> **EXERCISE DETAILS**
When you have gone through the records, report how many lines include "symbols", giving the number and nothing more.

> **GIVEN DATA**

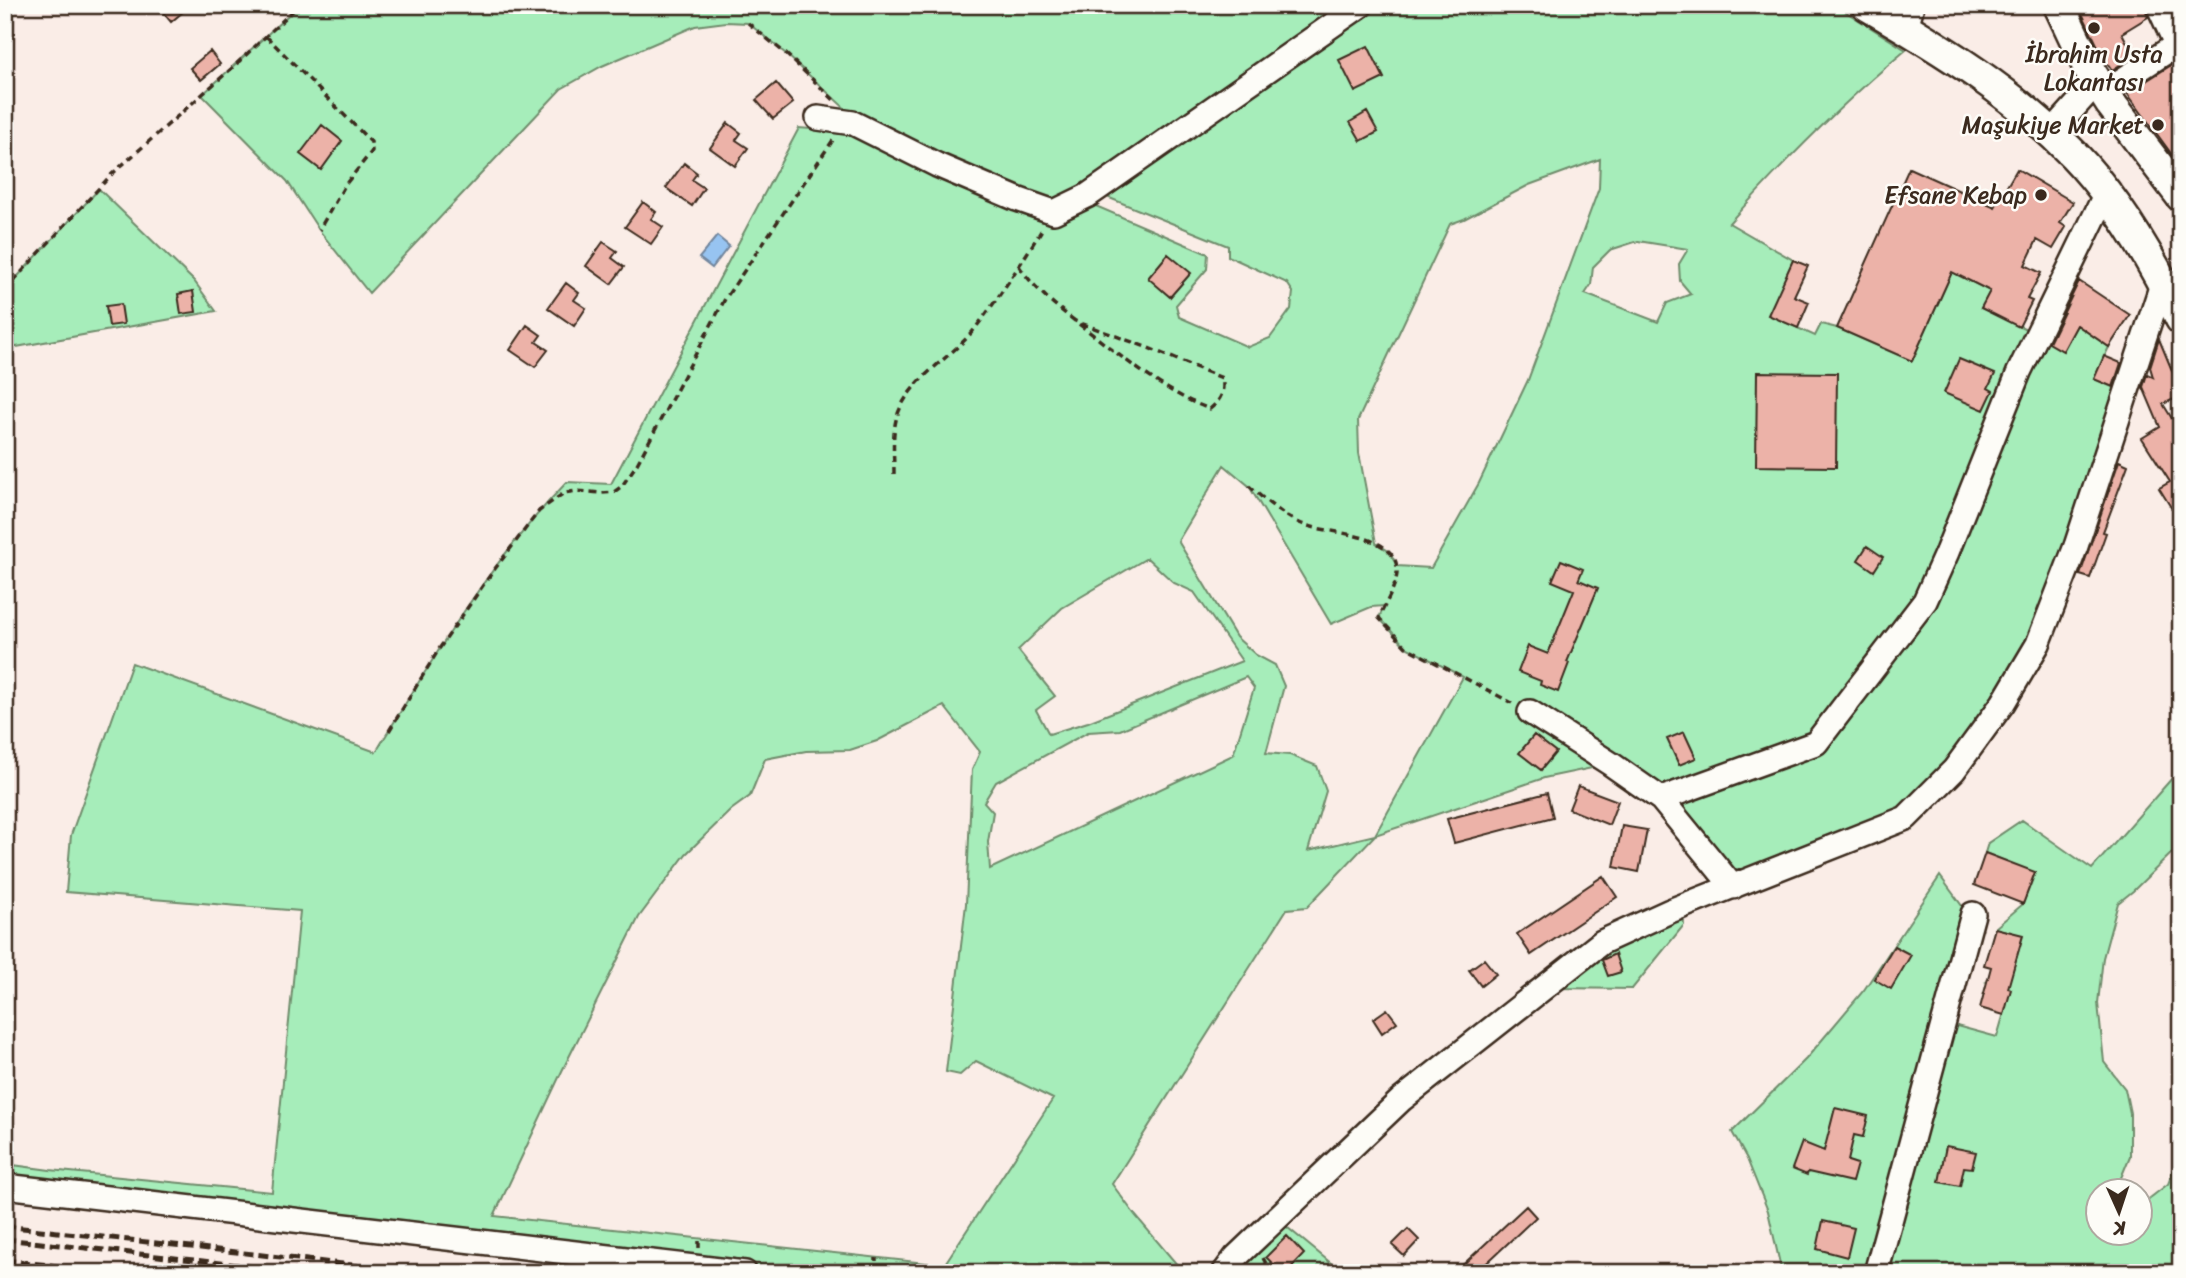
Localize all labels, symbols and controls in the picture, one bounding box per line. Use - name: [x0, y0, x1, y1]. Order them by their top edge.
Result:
- marker: İbrahim Usta Lokantası: [2086, 20, 2102, 36]
- place label: İbrahim Usta Lokantası: [2024, 33, 2163, 103]
- place label: Maşukiye Market: [1962, 104, 2144, 146]
- marker: Maşukiye Market: [2150, 117, 2166, 133]
- place label: Efsane Kebap: [1884, 174, 2027, 216]
- marker: Efsane Kebap: [2033, 187, 2049, 203]
- north arrow: [2084, 1176, 2154, 1246]
- text: K: [2112, 1212, 2127, 1245]

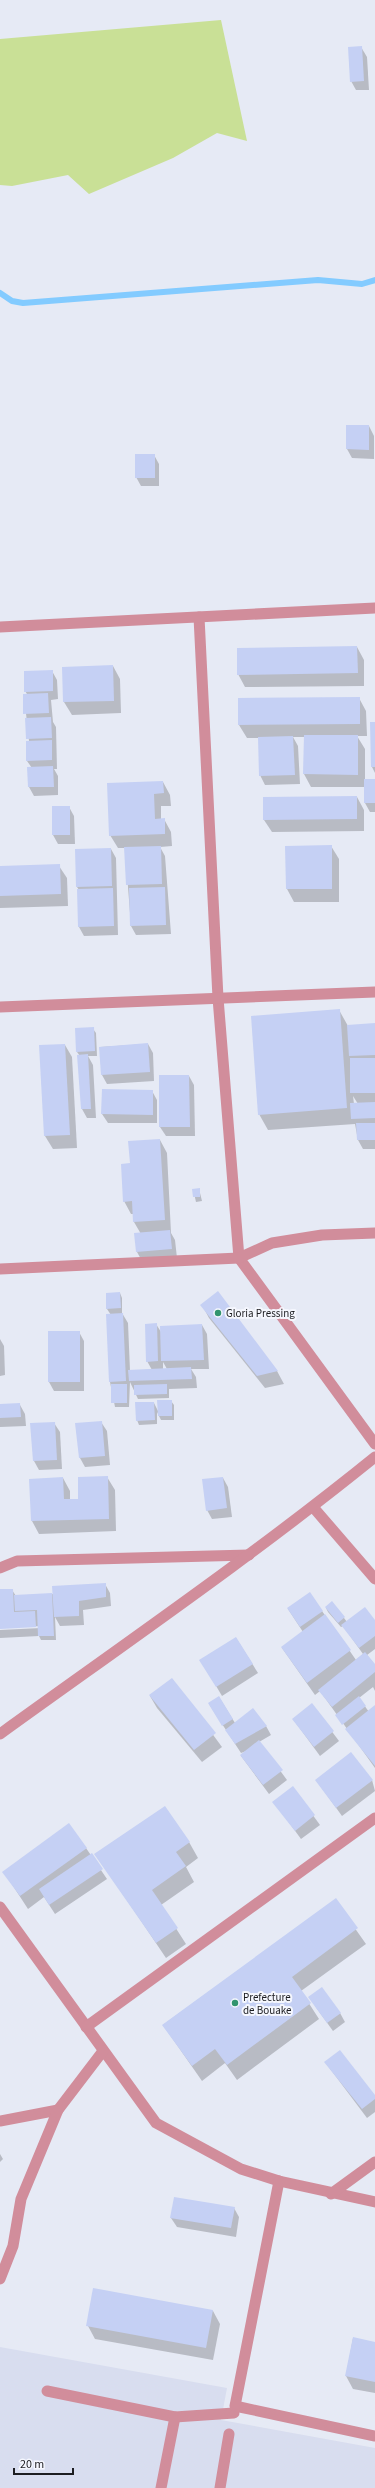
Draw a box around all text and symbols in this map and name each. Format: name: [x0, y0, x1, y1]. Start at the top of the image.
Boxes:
place label: Gloria Pressing: [226, 1306, 295, 1321]
marker: Gloria Pressing: [213, 1308, 223, 1318]
place label: Prefecture de Bouake: [243, 1990, 292, 2018]
marker: Prefecture de Bouake: [230, 1998, 240, 2008]
scale bar: [14, 2450, 73, 2476]
text: 20 m: [20, 2456, 44, 2473]

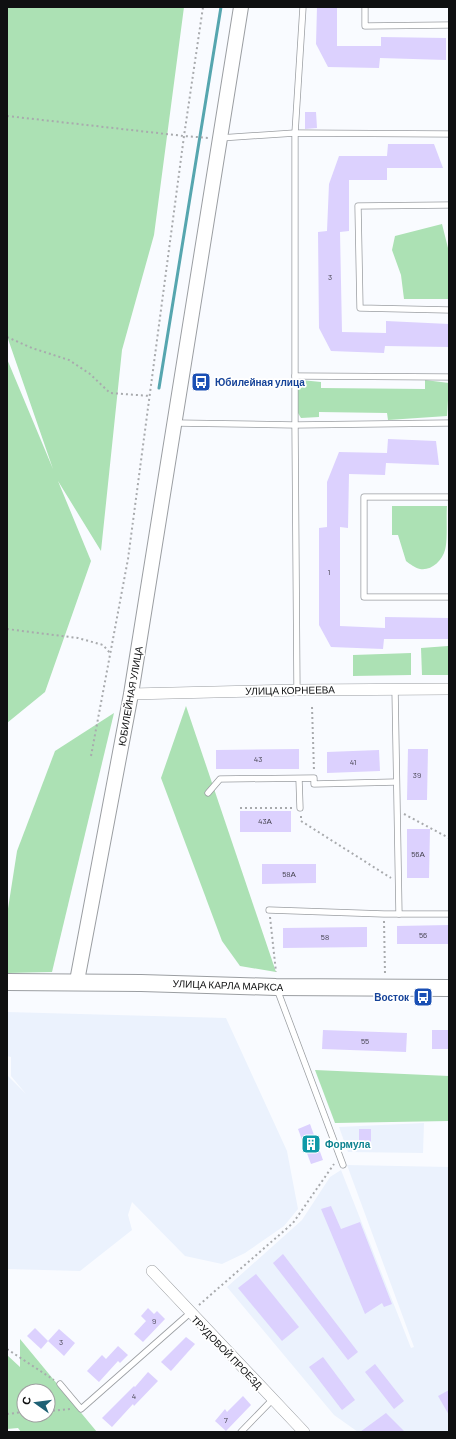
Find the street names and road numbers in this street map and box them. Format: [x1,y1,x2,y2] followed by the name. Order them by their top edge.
[115,645,145,747] street label: ЮБИЛЕЙНАЯ УЛИЦА
[245,683,335,697] street label: УЛИЦА КОРНЕЕВА
[172,977,284,993] street label: УЛИЦА КАРЛА МАРКСА
[189,1313,265,1391] street label: ТРУДОВОЙ ПРОЕЗД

> **WRITTEN SOLUTION**
2